Activity ->
Please find every line of the listing below where "Terubuk" occurs and copy it.

Source information ->
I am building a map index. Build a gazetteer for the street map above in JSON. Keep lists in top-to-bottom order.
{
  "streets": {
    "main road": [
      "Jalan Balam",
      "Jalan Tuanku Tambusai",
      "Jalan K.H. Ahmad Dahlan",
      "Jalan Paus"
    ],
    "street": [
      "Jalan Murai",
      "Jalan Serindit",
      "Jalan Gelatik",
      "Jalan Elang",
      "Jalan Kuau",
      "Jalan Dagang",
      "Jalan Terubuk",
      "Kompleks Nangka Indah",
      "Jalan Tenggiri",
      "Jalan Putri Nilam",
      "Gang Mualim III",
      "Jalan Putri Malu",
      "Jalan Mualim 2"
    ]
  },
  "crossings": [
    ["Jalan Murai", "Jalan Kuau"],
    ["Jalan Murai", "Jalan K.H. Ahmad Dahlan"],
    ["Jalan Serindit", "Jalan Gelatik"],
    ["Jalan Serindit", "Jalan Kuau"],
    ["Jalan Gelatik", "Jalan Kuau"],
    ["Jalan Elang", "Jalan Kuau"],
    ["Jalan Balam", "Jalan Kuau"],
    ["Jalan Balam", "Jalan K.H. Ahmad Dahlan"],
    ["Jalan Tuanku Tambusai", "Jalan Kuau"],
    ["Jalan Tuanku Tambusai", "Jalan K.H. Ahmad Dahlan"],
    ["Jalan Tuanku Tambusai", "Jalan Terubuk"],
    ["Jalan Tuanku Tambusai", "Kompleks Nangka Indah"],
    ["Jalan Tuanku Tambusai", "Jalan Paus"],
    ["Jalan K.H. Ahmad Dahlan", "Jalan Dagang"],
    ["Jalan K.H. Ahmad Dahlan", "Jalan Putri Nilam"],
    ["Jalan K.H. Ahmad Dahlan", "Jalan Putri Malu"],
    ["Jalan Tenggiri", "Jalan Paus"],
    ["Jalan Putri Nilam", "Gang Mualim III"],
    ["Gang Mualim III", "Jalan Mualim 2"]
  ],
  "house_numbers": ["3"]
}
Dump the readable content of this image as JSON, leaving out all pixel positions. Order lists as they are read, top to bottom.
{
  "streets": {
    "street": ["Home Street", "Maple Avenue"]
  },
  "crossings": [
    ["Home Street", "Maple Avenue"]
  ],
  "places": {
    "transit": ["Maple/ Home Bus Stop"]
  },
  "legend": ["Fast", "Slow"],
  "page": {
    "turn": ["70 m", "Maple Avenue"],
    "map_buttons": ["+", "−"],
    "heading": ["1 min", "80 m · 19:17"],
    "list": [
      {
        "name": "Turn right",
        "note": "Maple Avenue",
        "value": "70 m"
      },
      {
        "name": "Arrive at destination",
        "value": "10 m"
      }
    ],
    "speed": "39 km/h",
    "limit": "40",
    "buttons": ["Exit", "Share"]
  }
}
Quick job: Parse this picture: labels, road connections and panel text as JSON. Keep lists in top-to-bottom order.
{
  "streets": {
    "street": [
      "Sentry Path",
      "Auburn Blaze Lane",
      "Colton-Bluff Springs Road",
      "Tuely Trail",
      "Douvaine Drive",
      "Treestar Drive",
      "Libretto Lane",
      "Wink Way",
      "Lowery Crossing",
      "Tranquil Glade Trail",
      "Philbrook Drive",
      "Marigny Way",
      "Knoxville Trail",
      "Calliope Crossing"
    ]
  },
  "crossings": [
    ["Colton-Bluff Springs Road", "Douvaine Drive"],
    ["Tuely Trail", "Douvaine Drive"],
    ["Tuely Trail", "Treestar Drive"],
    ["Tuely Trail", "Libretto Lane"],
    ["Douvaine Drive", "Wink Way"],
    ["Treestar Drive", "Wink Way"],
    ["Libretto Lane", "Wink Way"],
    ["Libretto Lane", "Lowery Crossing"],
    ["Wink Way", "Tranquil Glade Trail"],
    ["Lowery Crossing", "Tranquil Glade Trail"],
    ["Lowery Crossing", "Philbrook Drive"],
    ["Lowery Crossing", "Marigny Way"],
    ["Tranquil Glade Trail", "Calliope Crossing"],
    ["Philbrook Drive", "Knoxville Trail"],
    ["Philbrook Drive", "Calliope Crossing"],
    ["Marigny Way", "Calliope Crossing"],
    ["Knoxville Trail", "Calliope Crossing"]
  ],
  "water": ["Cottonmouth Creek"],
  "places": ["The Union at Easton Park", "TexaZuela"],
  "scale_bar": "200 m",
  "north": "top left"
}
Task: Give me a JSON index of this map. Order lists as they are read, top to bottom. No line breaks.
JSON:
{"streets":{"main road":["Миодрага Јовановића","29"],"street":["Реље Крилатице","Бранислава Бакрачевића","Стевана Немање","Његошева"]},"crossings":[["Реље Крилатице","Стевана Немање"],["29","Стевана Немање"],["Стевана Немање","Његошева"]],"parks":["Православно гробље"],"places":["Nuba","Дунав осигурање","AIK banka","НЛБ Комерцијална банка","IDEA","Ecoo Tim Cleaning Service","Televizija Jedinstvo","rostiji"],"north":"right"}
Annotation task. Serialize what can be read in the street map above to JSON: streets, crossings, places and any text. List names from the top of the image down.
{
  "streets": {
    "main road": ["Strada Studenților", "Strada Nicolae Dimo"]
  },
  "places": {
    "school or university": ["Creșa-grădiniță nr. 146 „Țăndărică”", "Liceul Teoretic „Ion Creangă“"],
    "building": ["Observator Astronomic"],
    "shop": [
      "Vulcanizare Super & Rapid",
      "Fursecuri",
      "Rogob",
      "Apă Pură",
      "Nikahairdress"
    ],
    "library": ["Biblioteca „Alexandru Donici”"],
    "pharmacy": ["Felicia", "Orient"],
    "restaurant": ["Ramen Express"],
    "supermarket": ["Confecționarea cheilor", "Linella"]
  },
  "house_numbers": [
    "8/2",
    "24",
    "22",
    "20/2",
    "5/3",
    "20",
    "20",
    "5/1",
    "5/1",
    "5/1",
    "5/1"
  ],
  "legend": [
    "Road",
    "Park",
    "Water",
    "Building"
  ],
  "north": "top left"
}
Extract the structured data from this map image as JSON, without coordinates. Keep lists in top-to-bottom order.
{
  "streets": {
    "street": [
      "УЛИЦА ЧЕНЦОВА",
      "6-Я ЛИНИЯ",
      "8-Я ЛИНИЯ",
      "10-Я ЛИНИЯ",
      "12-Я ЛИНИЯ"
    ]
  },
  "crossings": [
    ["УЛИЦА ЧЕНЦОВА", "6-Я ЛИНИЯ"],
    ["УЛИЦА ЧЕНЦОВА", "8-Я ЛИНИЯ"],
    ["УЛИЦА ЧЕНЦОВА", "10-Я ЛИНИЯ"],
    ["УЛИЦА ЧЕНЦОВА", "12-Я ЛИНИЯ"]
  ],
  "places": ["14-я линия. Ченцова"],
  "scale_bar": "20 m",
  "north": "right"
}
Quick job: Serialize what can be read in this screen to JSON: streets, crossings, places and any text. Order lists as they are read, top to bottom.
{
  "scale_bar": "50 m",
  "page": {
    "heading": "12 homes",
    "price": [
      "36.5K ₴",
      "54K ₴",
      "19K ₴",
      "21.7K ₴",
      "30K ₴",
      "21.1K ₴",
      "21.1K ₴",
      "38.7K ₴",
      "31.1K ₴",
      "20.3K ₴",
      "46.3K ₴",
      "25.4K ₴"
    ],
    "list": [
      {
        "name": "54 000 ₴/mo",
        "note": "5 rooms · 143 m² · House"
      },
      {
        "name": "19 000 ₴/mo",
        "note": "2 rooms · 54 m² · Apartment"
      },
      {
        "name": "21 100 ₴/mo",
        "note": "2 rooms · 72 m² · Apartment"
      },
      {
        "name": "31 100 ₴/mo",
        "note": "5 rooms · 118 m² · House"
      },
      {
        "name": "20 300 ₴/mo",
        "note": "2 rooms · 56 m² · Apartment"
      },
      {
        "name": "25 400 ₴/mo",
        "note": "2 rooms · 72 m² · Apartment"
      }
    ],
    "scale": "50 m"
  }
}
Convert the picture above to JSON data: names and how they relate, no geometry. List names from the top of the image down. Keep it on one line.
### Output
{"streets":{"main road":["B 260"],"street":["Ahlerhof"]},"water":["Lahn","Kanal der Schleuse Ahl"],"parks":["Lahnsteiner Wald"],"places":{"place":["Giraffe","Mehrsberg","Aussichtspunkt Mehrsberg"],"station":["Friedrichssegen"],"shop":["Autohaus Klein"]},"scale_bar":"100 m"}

Output of the task ->
      "Jalan Terubuk",
    ["Jalan Tuanku Tambusai", "Jalan Terubuk"],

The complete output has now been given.